** Stored data entries **

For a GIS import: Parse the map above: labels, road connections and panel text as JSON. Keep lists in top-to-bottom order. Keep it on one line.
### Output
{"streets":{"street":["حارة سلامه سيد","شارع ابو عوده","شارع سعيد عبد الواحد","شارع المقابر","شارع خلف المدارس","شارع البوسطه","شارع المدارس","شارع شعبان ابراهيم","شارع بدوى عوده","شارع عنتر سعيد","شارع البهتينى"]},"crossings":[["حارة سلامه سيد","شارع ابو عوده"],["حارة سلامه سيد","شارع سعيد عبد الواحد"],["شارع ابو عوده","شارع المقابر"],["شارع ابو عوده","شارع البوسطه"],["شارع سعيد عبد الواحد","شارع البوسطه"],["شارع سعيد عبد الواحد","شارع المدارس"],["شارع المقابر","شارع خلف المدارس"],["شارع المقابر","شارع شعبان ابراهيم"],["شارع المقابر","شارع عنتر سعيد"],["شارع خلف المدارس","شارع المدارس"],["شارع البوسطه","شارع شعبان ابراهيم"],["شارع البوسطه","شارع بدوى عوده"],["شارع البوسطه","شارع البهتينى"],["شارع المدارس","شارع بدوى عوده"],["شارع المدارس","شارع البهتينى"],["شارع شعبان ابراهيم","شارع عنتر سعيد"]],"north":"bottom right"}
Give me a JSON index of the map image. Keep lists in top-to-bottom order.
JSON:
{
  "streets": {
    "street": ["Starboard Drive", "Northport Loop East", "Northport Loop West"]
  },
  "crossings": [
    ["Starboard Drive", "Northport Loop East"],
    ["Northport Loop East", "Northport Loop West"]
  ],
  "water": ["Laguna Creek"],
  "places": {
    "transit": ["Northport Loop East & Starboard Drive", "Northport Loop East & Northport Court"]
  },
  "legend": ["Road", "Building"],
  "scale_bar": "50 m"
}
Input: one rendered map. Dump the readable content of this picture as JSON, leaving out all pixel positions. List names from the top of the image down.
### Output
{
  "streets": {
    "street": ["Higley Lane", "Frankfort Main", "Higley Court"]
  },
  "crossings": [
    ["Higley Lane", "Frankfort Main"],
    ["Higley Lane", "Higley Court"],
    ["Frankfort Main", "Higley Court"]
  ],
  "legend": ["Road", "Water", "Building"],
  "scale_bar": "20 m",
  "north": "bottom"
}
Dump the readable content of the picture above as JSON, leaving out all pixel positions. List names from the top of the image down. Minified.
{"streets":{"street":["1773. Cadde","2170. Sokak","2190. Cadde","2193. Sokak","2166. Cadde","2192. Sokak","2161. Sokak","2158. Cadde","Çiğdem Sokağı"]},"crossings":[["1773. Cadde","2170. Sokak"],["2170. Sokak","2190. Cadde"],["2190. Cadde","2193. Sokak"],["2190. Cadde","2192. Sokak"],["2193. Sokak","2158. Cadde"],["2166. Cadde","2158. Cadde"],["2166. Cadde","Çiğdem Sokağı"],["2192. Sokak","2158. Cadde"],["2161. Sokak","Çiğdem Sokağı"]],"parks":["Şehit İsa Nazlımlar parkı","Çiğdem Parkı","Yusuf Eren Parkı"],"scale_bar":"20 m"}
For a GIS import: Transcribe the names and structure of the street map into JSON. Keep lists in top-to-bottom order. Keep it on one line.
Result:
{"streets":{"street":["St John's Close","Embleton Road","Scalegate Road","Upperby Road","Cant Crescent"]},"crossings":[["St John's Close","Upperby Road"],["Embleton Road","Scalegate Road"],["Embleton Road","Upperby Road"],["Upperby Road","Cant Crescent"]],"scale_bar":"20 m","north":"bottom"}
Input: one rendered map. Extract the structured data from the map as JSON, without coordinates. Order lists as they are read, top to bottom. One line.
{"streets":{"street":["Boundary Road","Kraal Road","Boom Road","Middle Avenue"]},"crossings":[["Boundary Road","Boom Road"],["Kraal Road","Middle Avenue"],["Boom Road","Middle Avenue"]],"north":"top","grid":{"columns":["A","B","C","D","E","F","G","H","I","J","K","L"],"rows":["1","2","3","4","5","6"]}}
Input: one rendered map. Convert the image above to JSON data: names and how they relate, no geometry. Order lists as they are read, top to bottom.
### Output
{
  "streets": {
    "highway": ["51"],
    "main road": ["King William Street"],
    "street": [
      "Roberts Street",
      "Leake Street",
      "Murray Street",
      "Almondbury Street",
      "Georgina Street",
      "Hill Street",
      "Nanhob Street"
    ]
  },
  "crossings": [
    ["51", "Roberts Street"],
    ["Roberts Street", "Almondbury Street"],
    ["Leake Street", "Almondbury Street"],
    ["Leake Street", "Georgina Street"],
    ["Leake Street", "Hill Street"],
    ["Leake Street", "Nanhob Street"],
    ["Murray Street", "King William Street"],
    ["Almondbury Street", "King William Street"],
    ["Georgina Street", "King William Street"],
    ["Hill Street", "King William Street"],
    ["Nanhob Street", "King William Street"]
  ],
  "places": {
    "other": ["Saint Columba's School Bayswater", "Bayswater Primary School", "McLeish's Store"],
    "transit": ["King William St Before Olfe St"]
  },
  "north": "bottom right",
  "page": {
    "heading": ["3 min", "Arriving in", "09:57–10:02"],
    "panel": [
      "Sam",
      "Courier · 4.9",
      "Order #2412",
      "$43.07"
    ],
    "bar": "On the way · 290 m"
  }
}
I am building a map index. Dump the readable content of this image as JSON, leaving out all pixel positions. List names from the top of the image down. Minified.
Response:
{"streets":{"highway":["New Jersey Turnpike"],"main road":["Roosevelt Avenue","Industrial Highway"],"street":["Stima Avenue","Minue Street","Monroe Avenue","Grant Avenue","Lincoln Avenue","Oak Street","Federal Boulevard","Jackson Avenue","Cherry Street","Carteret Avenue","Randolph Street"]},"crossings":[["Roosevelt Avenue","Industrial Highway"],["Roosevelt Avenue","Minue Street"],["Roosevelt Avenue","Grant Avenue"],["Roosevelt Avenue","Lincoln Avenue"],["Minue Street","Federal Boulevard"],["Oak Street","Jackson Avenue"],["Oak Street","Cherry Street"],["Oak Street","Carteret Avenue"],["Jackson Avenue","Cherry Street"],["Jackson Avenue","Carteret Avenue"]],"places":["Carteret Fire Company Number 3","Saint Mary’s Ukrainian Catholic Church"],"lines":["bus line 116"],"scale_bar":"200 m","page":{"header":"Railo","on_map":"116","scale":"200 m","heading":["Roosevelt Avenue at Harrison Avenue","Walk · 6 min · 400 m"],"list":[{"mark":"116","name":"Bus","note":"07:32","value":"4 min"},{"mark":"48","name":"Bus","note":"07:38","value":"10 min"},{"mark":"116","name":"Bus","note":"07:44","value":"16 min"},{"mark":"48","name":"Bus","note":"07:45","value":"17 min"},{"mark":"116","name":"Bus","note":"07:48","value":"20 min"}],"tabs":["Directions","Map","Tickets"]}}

** EXERCISE DIRECTIONS **
Repeat back the data above, exact to the last character.

** SOLVED PROBLEM **
For a GIS import: Parse the map above: labels, road connections and panel text as JSON. Keep lists in top-to-bottom order. Keep it on one line.
### Output
{"streets":{"street":["حارة سلامه سيد","شارع ابو عوده","شارع سعيد عبد الواحد","شارع المقابر","شارع خلف المدارس","شارع البوسطه","شارع المدارس","شارع شعبان ابراهيم","شارع بدوى عوده","شارع عنتر سعيد","شارع البهتينى"]},"crossings":[["حارة سلامه سيد","شارع ابو عوده"],["حارة سلامه سيد","شارع سعيد عبد الواحد"],["شارع ابو عوده","شارع المقابر"],["شارع ابو عوده","شارع البوسطه"],["شارع سعيد عبد الواحد","شارع البوسطه"],["شارع سعيد عبد الواحد","شارع المدارس"],["شارع المقابر","شارع خلف المدارس"],["شارع المقابر","شارع شعبان ابراهيم"],["شارع المقابر","شارع عنتر سعيد"],["شارع خلف المدارس","شارع المدارس"],["شارع البوسطه","شارع شعبان ابراهيم"],["شارع البوسطه","شارع بدوى عوده"],["شارع البوسطه","شارع البهتينى"],["شارع المدارس","شارع بدوى عوده"],["شارع المدارس","شارع البهتينى"],["شارع شعبان ابراهيم","شارع عنتر سعيد"]],"north":"bottom right"}
Give me a JSON index of the map image. Keep lists in top-to-bottom order.
JSON:
{
  "streets": {
    "street": ["Starboard Drive", "Northport Loop East", "Northport Loop West"]
  },
  "crossings": [
    ["Starboard Drive", "Northport Loop East"],
    ["Northport Loop East", "Northport Loop West"]
  ],
  "water": ["Laguna Creek"],
  "places": {
    "transit": ["Northport Loop East & Starboard Drive", "Northport Loop East & Northport Court"]
  },
  "legend": ["Road", "Building"],
  "scale_bar": "50 m"
}
Input: one rendered map. Dump the readable content of this picture as JSON, leaving out all pixel positions. List names from the top of the image down.
### Output
{
  "streets": {
    "street": ["Higley Lane", "Frankfort Main", "Higley Court"]
  },
  "crossings": [
    ["Higley Lane", "Frankfort Main"],
    ["Higley Lane", "Higley Court"],
    ["Frankfort Main", "Higley Court"]
  ],
  "legend": ["Road", "Water", "Building"],
  "scale_bar": "20 m",
  "north": "bottom"
}
Dump the readable content of the picture above as JSON, leaving out all pixel positions. List names from the top of the image down. Minified.
{"streets":{"street":["1773. Cadde","2170. Sokak","2190. Cadde","2193. Sokak","2166. Cadde","2192. Sokak","2161. Sokak","2158. Cadde","Çiğdem Sokağı"]},"crossings":[["1773. Cadde","2170. Sokak"],["2170. Sokak","2190. Cadde"],["2190. Cadde","2193. Sokak"],["2190. Cadde","2192. Sokak"],["2193. Sokak","2158. Cadde"],["2166. Cadde","2158. Cadde"],["2166. Cadde","Çiğdem Sokağı"],["2192. Sokak","2158. Cadde"],["2161. Sokak","Çiğdem Sokağı"]],"parks":["Şehit İsa Nazlımlar parkı","Çiğdem Parkı","Yusuf Eren Parkı"],"scale_bar":"20 m"}
For a GIS import: Transcribe the names and structure of the street map into JSON. Keep lists in top-to-bottom order. Keep it on one line.
Result:
{"streets":{"street":["St John's Close","Embleton Road","Scalegate Road","Upperby Road","Cant Crescent"]},"crossings":[["St John's Close","Upperby Road"],["Embleton Road","Scalegate Road"],["Embleton Road","Upperby Road"],["Upperby Road","Cant Crescent"]],"scale_bar":"20 m","north":"bottom"}
Input: one rendered map. Extract the structured data from the map as JSON, without coordinates. Order lists as they are read, top to bottom. One line.
{"streets":{"street":["Boundary Road","Kraal Road","Boom Road","Middle Avenue"]},"crossings":[["Boundary Road","Boom Road"],["Kraal Road","Middle Avenue"],["Boom Road","Middle Avenue"]],"north":"top","grid":{"columns":["A","B","C","D","E","F","G","H","I","J","K","L"],"rows":["1","2","3","4","5","6"]}}
Input: one rendered map. Convert the image above to JSON data: names and how they relate, no geometry. Order lists as they are read, top to bottom.
### Output
{
  "streets": {
    "highway": ["51"],
    "main road": ["King William Street"],
    "street": [
      "Roberts Street",
      "Leake Street",
      "Murray Street",
      "Almondbury Street",
      "Georgina Street",
      "Hill Street",
      "Nanhob Street"
    ]
  },
  "crossings": [
    ["51", "Roberts Street"],
    ["Roberts Street", "Almondbury Street"],
    ["Leake Street", "Almondbury Street"],
    ["Leake Street", "Georgina Street"],
    ["Leake Street", "Hill Street"],
    ["Leake Street", "Nanhob Street"],
    ["Murray Street", "King William Street"],
    ["Almondbury Street", "King William Street"],
    ["Georgina Street", "King William Street"],
    ["Hill Street", "King William Street"],
    ["Nanhob Street", "King William Street"]
  ],
  "places": {
    "other": ["Saint Columba's School Bayswater", "Bayswater Primary School", "McLeish's Store"],
    "transit": ["King William St Before Olfe St"]
  },
  "north": "bottom right",
  "page": {
    "heading": ["3 min", "Arriving in", "09:57–10:02"],
    "panel": [
      "Sam",
      "Courier · 4.9",
      "Order #2412",
      "$43.07"
    ],
    "bar": "On the way · 290 m"
  }
}
I am building a map index. Dump the readable content of this image as JSON, leaving out all pixel positions. List names from the top of the image down. Minified.
Response:
{"streets":{"highway":["New Jersey Turnpike"],"main road":["Roosevelt Avenue","Industrial Highway"],"street":["Stima Avenue","Minue Street","Monroe Avenue","Grant Avenue","Lincoln Avenue","Oak Street","Federal Boulevard","Jackson Avenue","Cherry Street","Carteret Avenue","Randolph Street"]},"crossings":[["Roosevelt Avenue","Industrial Highway"],["Roosevelt Avenue","Minue Street"],["Roosevelt Avenue","Grant Avenue"],["Roosevelt Avenue","Lincoln Avenue"],["Minue Street","Federal Boulevard"],["Oak Street","Jackson Avenue"],["Oak Street","Cherry Street"],["Oak Street","Carteret Avenue"],["Jackson Avenue","Cherry Street"],["Jackson Avenue","Carteret Avenue"]],"places":["Carteret Fire Company Number 3","Saint Mary’s Ukrainian Catholic Church"],"lines":["bus line 116"],"scale_bar":"200 m","page":{"header":"Railo","on_map":"116","scale":"200 m","heading":["Roosevelt Avenue at Harrison Avenue","Walk · 6 min · 400 m"],"list":[{"mark":"116","name":"Bus","note":"07:32","value":"4 min"},{"mark":"48","name":"Bus","note":"07:38","value":"10 min"},{"mark":"116","name":"Bus","note":"07:44","value":"16 min"},{"mark":"48","name":"Bus","note":"07:45","value":"17 min"},{"mark":"116","name":"Bus","note":"07:48","value":"20 min"}],"tabs":["Directions","Map","Tickets"]}}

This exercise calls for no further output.